* [What to produce]
From the entries that follow, reproduce exactly and only the lines from the line with "position:relative; flex:none; width:336px;" to the line with "M205,807L213,836L166,848L159,820Z", endpoints included.

Start of Working data

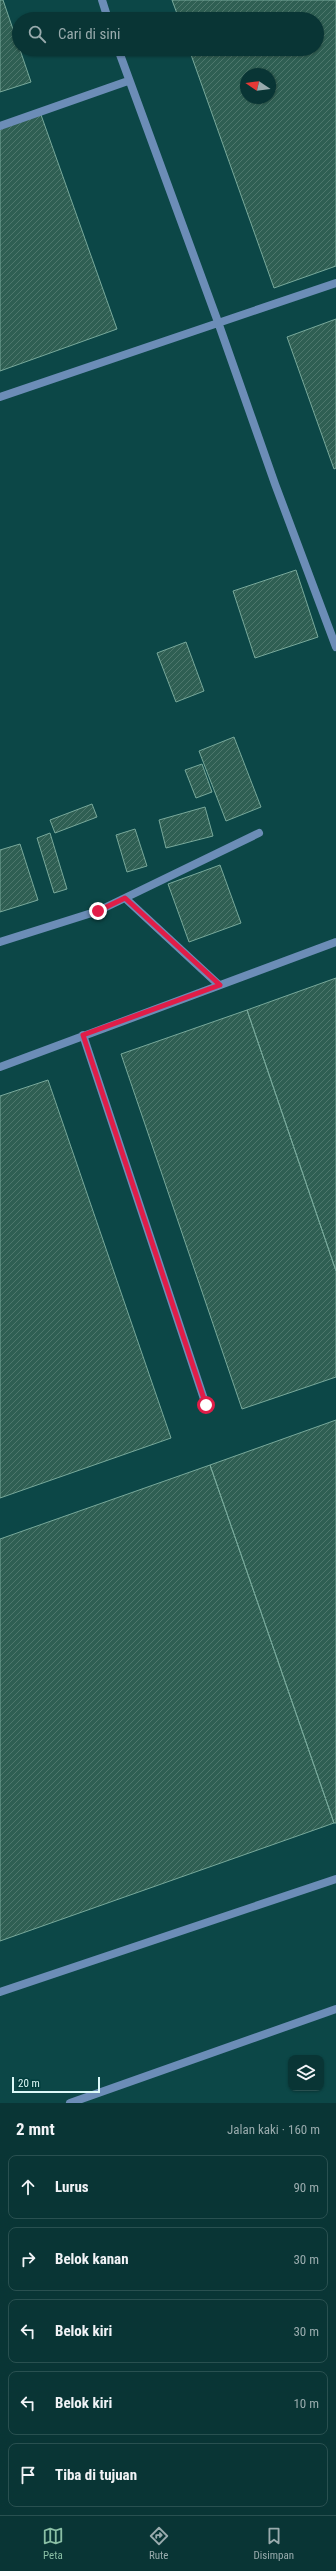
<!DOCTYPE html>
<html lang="id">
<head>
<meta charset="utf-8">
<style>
	:root { --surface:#093535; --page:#174041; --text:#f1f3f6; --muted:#99abad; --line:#295050; --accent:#8abfa5 }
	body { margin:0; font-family:"Roboto Condensed",sans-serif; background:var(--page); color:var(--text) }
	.controls { position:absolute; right:12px; bottom:12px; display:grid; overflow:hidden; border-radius:8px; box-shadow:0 1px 3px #0004 }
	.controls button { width:36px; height:36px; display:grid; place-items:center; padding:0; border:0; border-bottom:1px solid var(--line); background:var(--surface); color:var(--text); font:20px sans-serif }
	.compass { position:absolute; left:240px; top:68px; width:36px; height:36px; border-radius:50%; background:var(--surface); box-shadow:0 1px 3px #0004; rotate:283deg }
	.scale { position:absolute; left:12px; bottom:10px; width:88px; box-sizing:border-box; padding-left:4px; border:2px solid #ddf9f8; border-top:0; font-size:11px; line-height:14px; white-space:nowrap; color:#ddf9f8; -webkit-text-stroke:3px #003d3d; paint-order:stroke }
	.stop { position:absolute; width:12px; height:12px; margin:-9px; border:3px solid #e11d48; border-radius:50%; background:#fff }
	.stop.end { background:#e11d48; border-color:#fff; box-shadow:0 1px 4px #0008 }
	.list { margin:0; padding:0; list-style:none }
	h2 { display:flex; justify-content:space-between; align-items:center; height:52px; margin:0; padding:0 16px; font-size:17px }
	h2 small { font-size:13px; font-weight:400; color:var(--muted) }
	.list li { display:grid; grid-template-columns:26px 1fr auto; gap:12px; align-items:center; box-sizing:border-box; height:64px; margin:0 8px 8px; padding:0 8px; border:1px solid var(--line); border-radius:8px }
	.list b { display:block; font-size:15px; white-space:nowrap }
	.list em { font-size:13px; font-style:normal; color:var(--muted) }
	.icon { flex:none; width:22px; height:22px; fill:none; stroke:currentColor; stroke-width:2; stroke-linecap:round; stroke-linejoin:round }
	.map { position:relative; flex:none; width:336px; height:2103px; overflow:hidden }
	.search { position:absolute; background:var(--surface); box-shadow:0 1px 3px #0004; left:12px; right:12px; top:12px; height:44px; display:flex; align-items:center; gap:10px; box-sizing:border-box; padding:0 14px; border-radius:22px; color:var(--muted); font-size:15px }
	.sheet { height:412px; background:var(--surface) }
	nav { display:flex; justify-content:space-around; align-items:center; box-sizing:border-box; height:56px; border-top:1px solid var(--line); background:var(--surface); font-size:11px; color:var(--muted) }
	nav a { display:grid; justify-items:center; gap:2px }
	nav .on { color:var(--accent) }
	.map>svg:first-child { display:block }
</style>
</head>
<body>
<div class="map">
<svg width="336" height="2103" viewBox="0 0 336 2103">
	<defs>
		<pattern id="building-hatch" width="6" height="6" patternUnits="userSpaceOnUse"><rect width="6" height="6" fill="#2f5f53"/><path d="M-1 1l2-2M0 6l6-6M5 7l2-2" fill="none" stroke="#4d776c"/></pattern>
	</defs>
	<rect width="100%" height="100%" fill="#0c4747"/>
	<!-- building -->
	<path fill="url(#building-hatch)" stroke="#78a99b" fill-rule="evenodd" d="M0,0H3L31,82L0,92Z
		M172,0H336V266L274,288L189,49H317V19H179ZM246,74H270V98H246Z
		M40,112L117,329L0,371V126Z
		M336,319V468L334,469L287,337Z
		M296,570L318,637L255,658L233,591Z
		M186,642L204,691L176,702L157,653Z
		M234,737L261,807L226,821L199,751Z
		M202,764L212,792L196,798L185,770Z
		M92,804L97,817L55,833L50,820Z
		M205,807L213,836L166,848L159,820Z
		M135,829L147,866L127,872L116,835Z
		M50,833L67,889L54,893L37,838Z
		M20,844L38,900L0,912V850Z
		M220,865L241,923L189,942L168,884Z
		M336,978V1271L247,1010Z
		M247,1010L336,1271V1377L242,1409L121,1054Z
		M48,1080L171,1438L0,1498V1096Z
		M336,1420V1823H334L210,1465Z
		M210,1465L334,1823L0,1941V1539Z"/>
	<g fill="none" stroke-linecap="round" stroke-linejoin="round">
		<!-- lane -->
		<path stroke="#6c8db7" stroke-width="8" d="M102,0L108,19
			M118,49L218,322L275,484L336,647
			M0,126L128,81
			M0,397L336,283
			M125,898L219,985
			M0,942L98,911L259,833
			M83,1035L206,1405
			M0,1067L336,942
			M0,1992L336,1879
			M70,2103L336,2009"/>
	</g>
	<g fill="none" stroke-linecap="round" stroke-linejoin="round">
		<!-- route -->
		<path stroke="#e11d48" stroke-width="5" d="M98,911L125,898L220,985L83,1035L206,1405"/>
	</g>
</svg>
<div class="controls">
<button><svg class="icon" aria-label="layers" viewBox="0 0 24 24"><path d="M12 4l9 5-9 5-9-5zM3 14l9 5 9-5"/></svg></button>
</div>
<svg class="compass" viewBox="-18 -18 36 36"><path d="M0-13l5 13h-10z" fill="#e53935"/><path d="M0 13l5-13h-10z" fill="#99abad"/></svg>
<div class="scale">20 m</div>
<div class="stop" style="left:206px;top:1405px"></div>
<div class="stop end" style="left:98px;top:911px"></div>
<div class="search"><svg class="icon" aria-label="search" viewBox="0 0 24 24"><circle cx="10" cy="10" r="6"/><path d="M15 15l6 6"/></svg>Cari di sini</div>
</div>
<section class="sheet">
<h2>2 mnt<small>Jalan kaki · 160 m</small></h2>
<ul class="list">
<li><svg class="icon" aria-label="ahead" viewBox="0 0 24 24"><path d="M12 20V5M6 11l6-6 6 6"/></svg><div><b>Lurus</b></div><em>90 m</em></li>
<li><svg class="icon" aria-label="right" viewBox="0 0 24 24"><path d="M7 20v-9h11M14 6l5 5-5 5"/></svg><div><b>Belok kanan</b></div><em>30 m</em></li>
<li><svg class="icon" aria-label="left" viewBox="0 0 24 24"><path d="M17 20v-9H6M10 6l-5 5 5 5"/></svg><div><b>Belok kiri</b></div><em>30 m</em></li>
<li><svg class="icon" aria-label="left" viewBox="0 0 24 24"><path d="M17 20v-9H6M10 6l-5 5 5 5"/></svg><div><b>Belok kiri</b></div><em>10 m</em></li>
<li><svg class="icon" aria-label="arrive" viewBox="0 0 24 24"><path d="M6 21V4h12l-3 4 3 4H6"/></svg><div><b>Tiba di tujuan</b></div></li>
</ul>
</section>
<nav>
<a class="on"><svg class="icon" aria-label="map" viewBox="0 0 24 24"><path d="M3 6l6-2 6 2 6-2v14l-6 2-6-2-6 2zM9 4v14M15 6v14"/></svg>Peta</a>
<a><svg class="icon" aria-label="directions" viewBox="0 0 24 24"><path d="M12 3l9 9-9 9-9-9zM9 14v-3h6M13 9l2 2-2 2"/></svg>Rute</a>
<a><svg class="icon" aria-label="saved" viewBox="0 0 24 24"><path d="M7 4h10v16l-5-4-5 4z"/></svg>Disimpan</a>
</nav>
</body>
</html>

End of Working data

* [Expected output]
	.map { position:relative; flex:none; width:336px; height:2103px; overflow:hidden }
	.search { position:absolute; background:var(--surface); box-shadow:0 1px 3px #0004; left:12px; right:12px; top:12px; height:44px; display:flex; align-items:center; gap:10px; box-sizing:border-box; padding:0 14px; border-radius:22px; color:var(--muted); font-size:15px }
	.sheet { height:412px; background:var(--surface) }
	nav { display:flex; justify-content:space-around; align-items:center; box-sizing:border-box; height:56px; border-top:1px solid var(--line); background:var(--surface); font-size:11px; color:var(--muted) }
	nav a { display:grid; justify-items:center; gap:2px }
	nav .on { color:var(--accent) }
	.map>svg:first-child { display:block }
</style>
</head>
<body>
<div class="map">
<svg width="336" height="2103" viewBox="0 0 336 2103">
	<defs>
		<pattern id="building-hatch" width="6" height="6" patternUnits="userSpaceOnUse"><rect width="6" height="6" fill="#2f5f53"/><path d="M-1 1l2-2M0 6l6-6M5 7l2-2" fill="none" stroke="#4d776c"/></pattern>
	</defs>
	<rect width="100%" height="100%" fill="#0c4747"/>
	<!-- building -->
	<path fill="url(#building-hatch)" stroke="#78a99b" fill-rule="evenodd" d="M0,0H3L31,82L0,92Z
		M172,0H336V266L274,288L189,49H317V19H179ZM246,74H270V98H246Z
		M40,112L117,329L0,371V126Z
		M336,319V468L334,469L287,337Z
		M296,570L318,637L255,658L233,591Z
		M186,642L204,691L176,702L157,653Z
		M234,737L261,807L226,821L199,751Z
		M202,764L212,792L196,798L185,770Z
		M92,804L97,817L55,833L50,820Z
		M205,807L213,836L166,848L159,820Z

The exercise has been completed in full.